To meet the challenges of CSP, OpenEye offers a custom CSP solution that is built on our cloud-native platform Orion. At each stage of the study, we have developed novel methods for parallelizing the problem, enabling us to exploit the massive scaling afforded by Amazon Web Services. In addition to ranking crystal structures by energy, we can calculate the entropic contribution to crystal stability at the QM level of theory, and thereby rank the crystal structures at finite temperature. Furthermore, we can apply a variety of force field and QM energy models within the study for varying levels of accuracy and scope.
Traditional approaches to CSP of a drug molecule can take weeks to months.

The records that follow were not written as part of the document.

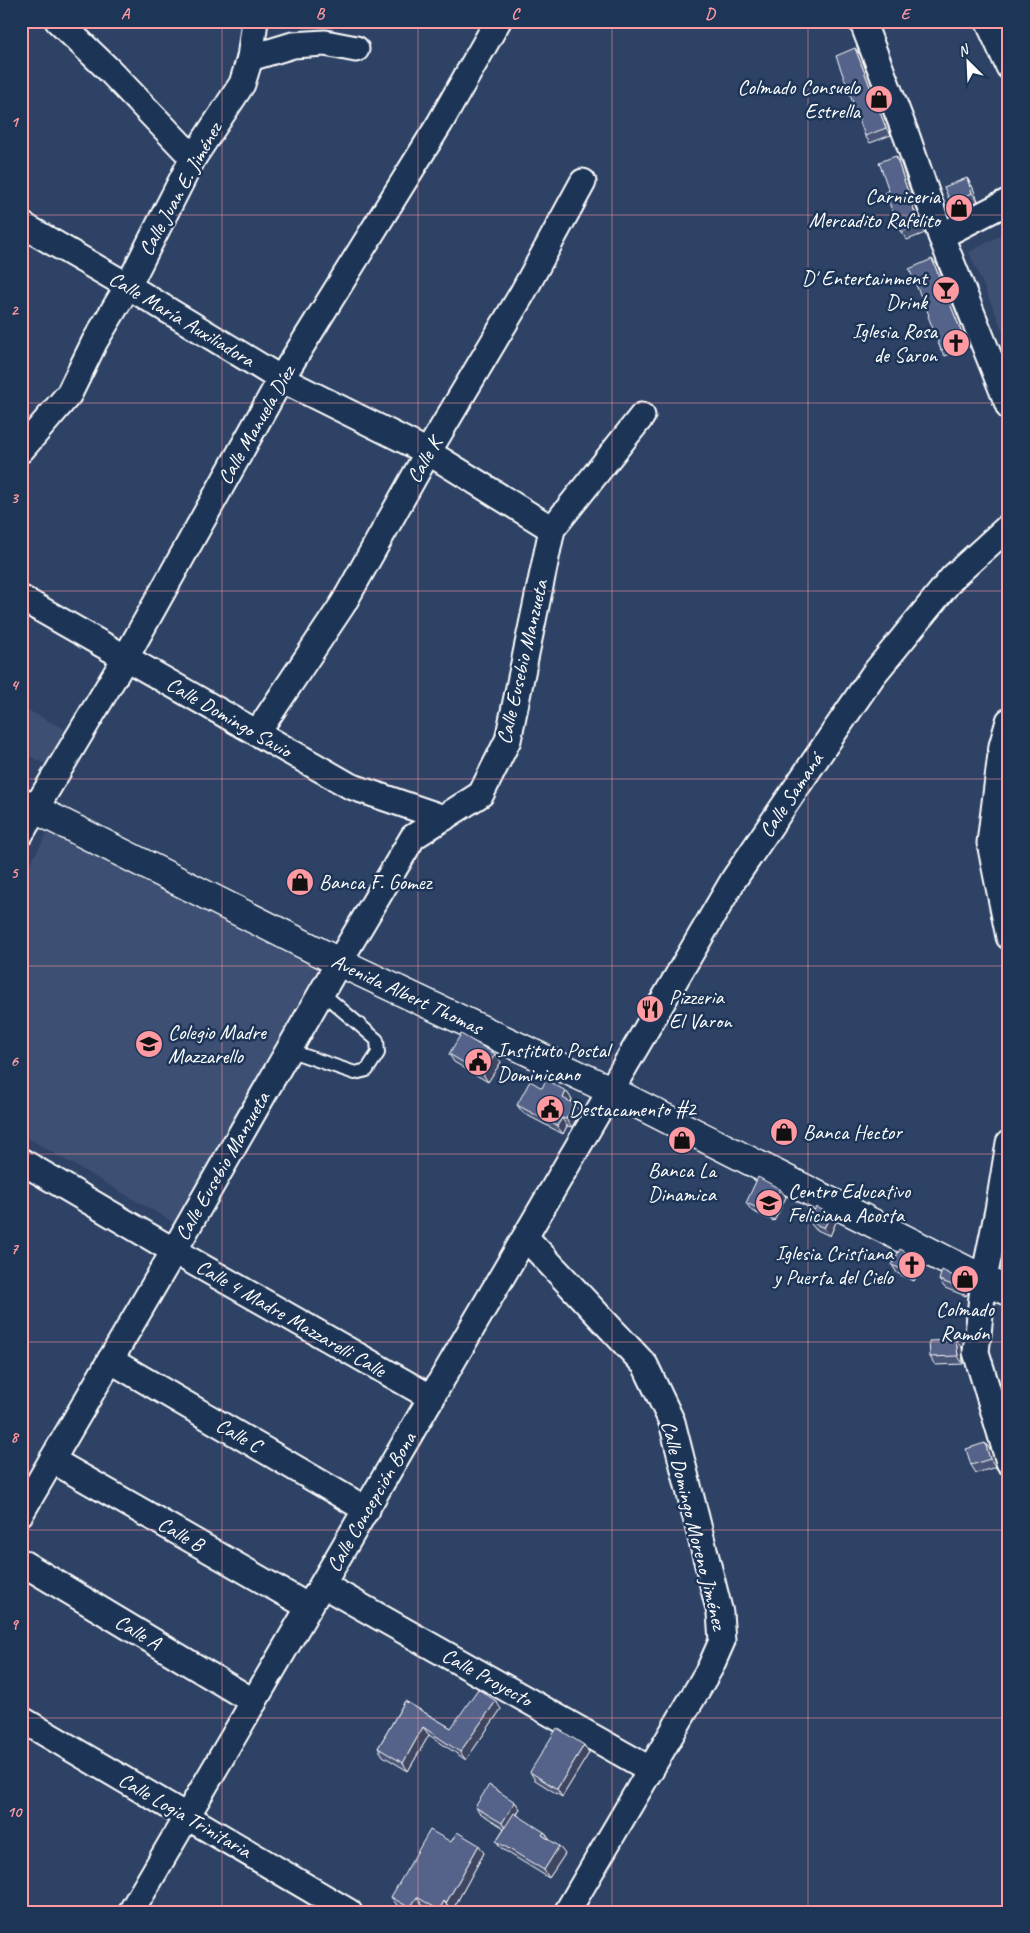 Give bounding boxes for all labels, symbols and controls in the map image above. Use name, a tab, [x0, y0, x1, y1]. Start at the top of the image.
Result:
text: A	[121, 4, 131, 24]
text: B	[316, 4, 326, 24]
text: C	[511, 4, 521, 24]
text: D	[705, 4, 716, 24]
text: E	[901, 4, 912, 24]
north arrow	[942, 38, 992, 88]
text: N	[955, 40, 972, 60]
place label: Colmado Consuelo Estrella	[738, 74, 862, 124]
shop icon: Colmado Consuelo Estrella	[864, 84, 894, 114]
text: 1	[10, 112, 19, 132]
street label: Calle Juan E. Jiménez	[133, 116, 228, 260]
place label: Carniceria Mercadito Rafelito	[809, 183, 943, 233]
shop icon: Carniceria Mercadito Rafelito	[944, 193, 974, 223]
street label: Calle María Auxiliadora	[104, 265, 261, 374]
place label: D' Entertainment Drink	[802, 265, 929, 315]
bar icon: D' Entertainment Drink	[931, 275, 961, 305]
text: 2	[10, 300, 19, 320]
place label: Iglesia Rosa de Saron	[852, 318, 939, 368]
church icon: Iglesia Rosa de Saron	[941, 328, 971, 358]
street label: Calle Manuela Díez	[212, 359, 302, 489]
street label: Calle K	[401, 429, 449, 487]
text: 3	[10, 488, 19, 508]
street label: Calle Eusebio Manzueta	[490, 576, 554, 747]
street label: Calle Domingo Savio	[162, 671, 298, 765]
text: 4	[10, 675, 19, 695]
street label: Calle Samaná	[753, 746, 830, 842]
text: 5	[11, 863, 20, 883]
shop icon: Banca F. Gomez	[285, 867, 315, 897]
place label: Banca F. Gomez	[319, 869, 434, 895]
street label: Avenida Albert Thomas	[328, 948, 488, 1041]
place label: Pizzeria El Varon	[669, 984, 733, 1034]
restaurant icon: Pizzeria El Varon	[635, 994, 665, 1024]
place label: Colegio Madre Mazzarello	[168, 1019, 267, 1069]
school or university icon: Colegio Madre Mazzarello	[134, 1029, 164, 1059]
place label: Instituto Postal Dominicano	[497, 1037, 613, 1087]
public building icon: Instituto Postal Dominicano	[463, 1047, 493, 1077]
text: 6	[10, 1051, 19, 1071]
street label: Calle Eusebio Manzueta	[169, 1085, 276, 1245]
public building icon: Destacamento #2	[535, 1094, 565, 1124]
place label: Destacamento #2	[569, 1096, 697, 1122]
shop icon: Banca Hector	[769, 1117, 799, 1147]
place label: Banca Hector	[803, 1119, 903, 1145]
shop icon: Banca La Dinamica	[667, 1125, 697, 1155]
place label: Banca La Dinamica	[648, 1157, 718, 1207]
place label: Centro Educativo Feliciana Acosta	[788, 1178, 912, 1228]
school or university icon: Centro Educativo Feliciana Acosta	[754, 1188, 784, 1218]
text: 7	[10, 1239, 19, 1259]
place label: Iglesia Cristiana y Puerta del Cielo	[772, 1240, 895, 1290]
church icon: Iglesia Cristiana y Puerta del Cielo	[897, 1250, 927, 1280]
street label: Calle 4 Madre Mazzarelli Calle	[192, 1253, 391, 1383]
shop icon: Colmado Ramón	[950, 1264, 980, 1294]
place label: Colmado Ramón	[936, 1296, 995, 1346]
street label: Calle C	[212, 1412, 269, 1460]
street label: Calle Domingo Moreno Jiménez	[655, 1418, 733, 1635]
street label: Calle Concepción Bona	[320, 1426, 422, 1577]
text: 8	[10, 1427, 19, 1447]
street label: Calle B	[153, 1511, 211, 1559]
street label: Calle A	[110, 1608, 167, 1656]
text: 9	[10, 1614, 19, 1634]
street label: Calle Proyecto	[438, 1642, 539, 1714]
street label: Calle Logia Trinitaria	[114, 1767, 258, 1864]
text: 10	[7, 1802, 23, 1822]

A major bottleneck in these approaches is the use of periodic QM lattice calculations (e.g. plane-wave density-functional theory), which are not very parallelizable and scale poorly.
OpenEye’s novel approach for optimizing crystal structures using QM energy models is highly parallelizable and scalable to hundreds of thousands of processors. Utilizing this approach, we are able to perform CSP on drug-like molecules within the wall clock time of a few days, enabling the exploration of a variety of ideas for optimizing drug molecule formulation within a reasonable amount of time. Assessing the polymorph risk of a drug early in the drug development process can save time and effort down the pipeline.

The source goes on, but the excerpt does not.